*** Opening Data supplied ***
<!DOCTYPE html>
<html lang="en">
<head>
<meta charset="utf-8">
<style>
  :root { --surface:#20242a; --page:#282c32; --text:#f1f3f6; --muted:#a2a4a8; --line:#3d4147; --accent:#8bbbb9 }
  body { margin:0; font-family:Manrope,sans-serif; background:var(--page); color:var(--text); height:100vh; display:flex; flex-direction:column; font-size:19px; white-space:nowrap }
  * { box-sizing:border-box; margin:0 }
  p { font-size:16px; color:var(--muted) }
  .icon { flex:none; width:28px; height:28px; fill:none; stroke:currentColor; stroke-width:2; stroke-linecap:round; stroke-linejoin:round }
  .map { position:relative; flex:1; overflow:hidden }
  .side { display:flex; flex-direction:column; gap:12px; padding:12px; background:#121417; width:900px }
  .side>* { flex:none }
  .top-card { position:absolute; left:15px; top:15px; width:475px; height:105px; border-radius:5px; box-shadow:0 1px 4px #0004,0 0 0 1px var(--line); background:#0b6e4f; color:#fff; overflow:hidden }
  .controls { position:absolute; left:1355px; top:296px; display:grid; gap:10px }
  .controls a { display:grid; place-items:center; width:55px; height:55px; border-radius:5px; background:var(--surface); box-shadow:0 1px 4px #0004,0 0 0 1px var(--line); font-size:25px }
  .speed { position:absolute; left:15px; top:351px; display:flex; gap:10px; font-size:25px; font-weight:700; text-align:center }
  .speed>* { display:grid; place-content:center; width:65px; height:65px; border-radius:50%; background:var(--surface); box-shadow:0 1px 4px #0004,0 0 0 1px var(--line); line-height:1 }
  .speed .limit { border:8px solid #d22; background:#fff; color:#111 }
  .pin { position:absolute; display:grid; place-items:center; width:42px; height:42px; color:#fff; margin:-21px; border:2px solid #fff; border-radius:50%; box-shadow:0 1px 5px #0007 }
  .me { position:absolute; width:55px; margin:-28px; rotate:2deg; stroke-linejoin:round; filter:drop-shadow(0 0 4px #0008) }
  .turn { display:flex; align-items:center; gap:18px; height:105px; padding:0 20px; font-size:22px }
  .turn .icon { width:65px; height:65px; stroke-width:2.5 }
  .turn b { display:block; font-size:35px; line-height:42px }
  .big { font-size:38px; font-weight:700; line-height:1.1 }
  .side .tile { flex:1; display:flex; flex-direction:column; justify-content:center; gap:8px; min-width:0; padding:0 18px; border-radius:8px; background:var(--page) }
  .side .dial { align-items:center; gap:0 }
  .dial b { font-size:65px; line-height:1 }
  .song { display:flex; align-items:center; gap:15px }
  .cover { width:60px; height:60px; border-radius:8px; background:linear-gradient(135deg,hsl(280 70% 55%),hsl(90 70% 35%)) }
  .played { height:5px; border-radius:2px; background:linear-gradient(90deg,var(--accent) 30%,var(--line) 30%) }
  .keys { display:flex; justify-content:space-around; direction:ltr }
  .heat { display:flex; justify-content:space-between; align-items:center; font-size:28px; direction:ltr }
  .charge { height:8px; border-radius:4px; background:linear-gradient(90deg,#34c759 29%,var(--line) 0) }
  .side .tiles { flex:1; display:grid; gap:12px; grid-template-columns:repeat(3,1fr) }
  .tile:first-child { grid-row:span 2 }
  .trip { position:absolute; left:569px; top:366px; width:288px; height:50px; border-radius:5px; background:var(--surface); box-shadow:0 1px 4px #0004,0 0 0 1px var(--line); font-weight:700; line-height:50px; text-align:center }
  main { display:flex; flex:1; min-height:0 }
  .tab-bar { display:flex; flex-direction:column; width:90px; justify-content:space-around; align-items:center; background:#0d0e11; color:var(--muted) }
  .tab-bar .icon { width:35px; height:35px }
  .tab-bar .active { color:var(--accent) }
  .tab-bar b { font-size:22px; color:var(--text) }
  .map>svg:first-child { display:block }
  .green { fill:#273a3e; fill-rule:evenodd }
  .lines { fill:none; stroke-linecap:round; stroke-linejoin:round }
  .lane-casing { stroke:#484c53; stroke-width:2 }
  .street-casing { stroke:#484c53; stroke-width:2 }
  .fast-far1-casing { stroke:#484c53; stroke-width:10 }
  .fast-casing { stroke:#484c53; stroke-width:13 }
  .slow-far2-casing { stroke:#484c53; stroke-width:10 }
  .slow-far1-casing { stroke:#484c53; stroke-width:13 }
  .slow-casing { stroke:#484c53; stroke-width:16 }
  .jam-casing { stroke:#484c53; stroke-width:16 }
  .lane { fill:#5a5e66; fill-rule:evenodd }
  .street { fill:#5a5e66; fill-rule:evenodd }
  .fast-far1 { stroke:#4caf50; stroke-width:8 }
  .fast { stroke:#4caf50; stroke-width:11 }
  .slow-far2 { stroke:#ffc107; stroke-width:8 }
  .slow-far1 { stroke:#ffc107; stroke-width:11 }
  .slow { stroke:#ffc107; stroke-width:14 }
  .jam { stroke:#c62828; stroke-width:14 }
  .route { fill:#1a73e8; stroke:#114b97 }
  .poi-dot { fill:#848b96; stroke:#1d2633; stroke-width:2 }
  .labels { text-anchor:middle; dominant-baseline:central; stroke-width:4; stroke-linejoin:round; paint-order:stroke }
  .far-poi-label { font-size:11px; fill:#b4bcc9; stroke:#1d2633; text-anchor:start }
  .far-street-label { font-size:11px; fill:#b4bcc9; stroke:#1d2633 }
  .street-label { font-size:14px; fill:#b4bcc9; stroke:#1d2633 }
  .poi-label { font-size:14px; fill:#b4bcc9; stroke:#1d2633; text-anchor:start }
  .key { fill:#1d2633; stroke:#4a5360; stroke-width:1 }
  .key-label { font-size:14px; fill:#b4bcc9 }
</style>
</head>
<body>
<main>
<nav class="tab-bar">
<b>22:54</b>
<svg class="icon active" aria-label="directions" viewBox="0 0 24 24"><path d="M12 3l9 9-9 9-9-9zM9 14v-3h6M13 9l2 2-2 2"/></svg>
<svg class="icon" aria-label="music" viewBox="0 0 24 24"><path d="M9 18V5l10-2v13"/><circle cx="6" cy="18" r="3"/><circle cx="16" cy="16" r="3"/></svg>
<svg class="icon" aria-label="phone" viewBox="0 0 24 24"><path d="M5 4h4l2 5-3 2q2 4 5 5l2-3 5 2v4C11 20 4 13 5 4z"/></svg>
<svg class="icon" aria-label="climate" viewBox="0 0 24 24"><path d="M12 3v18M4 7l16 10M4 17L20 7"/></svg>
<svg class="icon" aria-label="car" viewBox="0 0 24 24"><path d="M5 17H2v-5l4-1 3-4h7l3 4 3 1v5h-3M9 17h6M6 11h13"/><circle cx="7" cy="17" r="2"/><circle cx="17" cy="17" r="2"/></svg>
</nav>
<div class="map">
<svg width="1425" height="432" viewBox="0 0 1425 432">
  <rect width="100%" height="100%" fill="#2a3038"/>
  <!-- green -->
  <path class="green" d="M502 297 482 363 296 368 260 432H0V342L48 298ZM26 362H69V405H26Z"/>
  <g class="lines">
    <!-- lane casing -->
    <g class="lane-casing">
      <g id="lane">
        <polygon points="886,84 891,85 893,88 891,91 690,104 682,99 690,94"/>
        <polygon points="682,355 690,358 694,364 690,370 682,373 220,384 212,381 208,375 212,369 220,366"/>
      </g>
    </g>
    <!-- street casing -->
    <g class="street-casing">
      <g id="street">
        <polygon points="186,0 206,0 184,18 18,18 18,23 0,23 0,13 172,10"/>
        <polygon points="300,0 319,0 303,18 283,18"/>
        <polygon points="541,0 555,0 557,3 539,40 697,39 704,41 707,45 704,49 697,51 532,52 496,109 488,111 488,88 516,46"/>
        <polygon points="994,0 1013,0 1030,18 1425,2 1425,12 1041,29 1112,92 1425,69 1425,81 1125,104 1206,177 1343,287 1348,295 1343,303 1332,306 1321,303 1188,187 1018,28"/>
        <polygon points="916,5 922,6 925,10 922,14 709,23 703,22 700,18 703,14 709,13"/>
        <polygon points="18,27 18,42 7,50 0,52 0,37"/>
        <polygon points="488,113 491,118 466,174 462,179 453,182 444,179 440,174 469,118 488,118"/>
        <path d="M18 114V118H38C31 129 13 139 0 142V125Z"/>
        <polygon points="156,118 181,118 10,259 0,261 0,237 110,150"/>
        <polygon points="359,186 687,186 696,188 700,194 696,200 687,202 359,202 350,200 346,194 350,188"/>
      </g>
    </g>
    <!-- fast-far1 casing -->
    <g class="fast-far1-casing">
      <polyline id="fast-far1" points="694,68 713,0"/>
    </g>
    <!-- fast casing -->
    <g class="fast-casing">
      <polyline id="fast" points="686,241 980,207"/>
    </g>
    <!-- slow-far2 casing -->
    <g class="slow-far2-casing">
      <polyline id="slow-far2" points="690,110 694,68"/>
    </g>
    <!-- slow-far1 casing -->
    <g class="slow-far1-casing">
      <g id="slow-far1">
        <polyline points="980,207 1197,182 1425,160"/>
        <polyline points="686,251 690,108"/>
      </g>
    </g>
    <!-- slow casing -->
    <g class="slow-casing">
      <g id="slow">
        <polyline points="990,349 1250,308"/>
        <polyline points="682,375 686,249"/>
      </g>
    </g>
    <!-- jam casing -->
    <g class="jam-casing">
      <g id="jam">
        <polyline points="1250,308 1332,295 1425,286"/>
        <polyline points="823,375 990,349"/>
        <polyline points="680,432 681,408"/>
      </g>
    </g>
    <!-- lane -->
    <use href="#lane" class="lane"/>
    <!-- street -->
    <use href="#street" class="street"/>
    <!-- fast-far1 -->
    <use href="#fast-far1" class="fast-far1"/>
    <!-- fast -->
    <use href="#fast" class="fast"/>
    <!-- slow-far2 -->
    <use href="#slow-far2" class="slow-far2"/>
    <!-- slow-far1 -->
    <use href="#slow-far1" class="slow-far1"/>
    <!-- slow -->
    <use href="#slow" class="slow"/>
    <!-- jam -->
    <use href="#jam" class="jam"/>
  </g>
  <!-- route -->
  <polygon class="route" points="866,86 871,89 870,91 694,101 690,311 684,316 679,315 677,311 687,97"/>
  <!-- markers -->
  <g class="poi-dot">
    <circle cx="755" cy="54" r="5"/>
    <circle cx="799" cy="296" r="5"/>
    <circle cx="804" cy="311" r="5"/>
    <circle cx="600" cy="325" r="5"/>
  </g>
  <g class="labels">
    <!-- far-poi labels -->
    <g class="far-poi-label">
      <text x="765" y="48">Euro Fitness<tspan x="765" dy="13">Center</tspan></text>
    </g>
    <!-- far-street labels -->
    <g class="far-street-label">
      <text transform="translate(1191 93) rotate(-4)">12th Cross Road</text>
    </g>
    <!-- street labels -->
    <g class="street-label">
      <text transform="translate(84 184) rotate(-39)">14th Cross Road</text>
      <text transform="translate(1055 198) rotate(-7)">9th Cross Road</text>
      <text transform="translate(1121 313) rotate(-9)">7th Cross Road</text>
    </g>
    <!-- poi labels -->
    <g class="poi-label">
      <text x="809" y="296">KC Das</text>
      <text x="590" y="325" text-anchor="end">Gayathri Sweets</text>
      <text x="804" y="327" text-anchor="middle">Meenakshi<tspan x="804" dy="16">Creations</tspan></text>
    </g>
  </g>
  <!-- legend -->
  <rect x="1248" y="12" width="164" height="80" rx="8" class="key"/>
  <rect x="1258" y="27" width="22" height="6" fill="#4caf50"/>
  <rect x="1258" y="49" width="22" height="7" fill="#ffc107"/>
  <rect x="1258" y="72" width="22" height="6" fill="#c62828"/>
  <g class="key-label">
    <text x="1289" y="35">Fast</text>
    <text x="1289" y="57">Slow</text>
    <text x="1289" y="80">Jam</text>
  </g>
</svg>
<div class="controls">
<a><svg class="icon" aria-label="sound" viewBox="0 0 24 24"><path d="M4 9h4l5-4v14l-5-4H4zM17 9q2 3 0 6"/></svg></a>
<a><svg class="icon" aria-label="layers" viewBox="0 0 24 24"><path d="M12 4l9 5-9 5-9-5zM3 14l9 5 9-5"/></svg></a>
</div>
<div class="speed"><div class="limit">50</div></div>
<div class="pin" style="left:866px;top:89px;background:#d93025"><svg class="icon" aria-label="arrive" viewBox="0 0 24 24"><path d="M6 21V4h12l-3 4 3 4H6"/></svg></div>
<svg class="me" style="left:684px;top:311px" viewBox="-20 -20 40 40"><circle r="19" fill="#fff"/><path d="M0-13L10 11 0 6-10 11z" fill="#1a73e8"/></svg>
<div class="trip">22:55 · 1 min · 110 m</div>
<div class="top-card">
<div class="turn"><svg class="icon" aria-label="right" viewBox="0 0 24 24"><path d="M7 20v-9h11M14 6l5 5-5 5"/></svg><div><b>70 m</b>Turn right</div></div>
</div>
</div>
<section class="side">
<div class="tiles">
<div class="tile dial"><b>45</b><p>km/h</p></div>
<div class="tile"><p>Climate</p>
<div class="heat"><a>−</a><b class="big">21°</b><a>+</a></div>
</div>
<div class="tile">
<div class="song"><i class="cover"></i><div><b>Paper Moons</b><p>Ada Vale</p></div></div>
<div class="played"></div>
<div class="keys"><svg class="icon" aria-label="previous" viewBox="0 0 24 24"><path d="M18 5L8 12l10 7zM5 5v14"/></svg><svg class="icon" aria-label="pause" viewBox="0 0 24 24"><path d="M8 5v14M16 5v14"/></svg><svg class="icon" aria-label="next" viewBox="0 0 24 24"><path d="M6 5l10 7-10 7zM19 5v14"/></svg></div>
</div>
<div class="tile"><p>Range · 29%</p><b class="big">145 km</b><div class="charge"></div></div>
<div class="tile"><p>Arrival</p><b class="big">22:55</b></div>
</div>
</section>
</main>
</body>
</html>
*** Closing Data supplied ***
### Task requirements
Each line in the entries above, starting at the line with "display:grid; place-items:center; width:55px;" and ending at the line with "font-size:38px; font-weight:700; line-height:1.1", is to be printed exactly, and only those lines.

### Task response
  .controls a { display:grid; place-items:center; width:55px; height:55px; border-radius:5px; background:var(--surface); box-shadow:0 1px 4px #0004,0 0 0 1px var(--line); font-size:25px }
  .speed { position:absolute; left:15px; top:351px; display:flex; gap:10px; font-size:25px; font-weight:700; text-align:center }
  .speed>* { display:grid; place-content:center; width:65px; height:65px; border-radius:50%; background:var(--surface); box-shadow:0 1px 4px #0004,0 0 0 1px var(--line); line-height:1 }
  .speed .limit { border:8px solid #d22; background:#fff; color:#111 }
  .pin { position:absolute; display:grid; place-items:center; width:42px; height:42px; color:#fff; margin:-21px; border:2px solid #fff; border-radius:50%; box-shadow:0 1px 5px #0007 }
  .me { position:absolute; width:55px; margin:-28px; rotate:2deg; stroke-linejoin:round; filter:drop-shadow(0 0 4px #0008) }
  .turn { display:flex; align-items:center; gap:18px; height:105px; padding:0 20px; font-size:22px }
  .turn .icon { width:65px; height:65px; stroke-width:2.5 }
  .turn b { display:block; font-size:35px; line-height:42px }
  .big { font-size:38px; font-weight:700; line-height:1.1 }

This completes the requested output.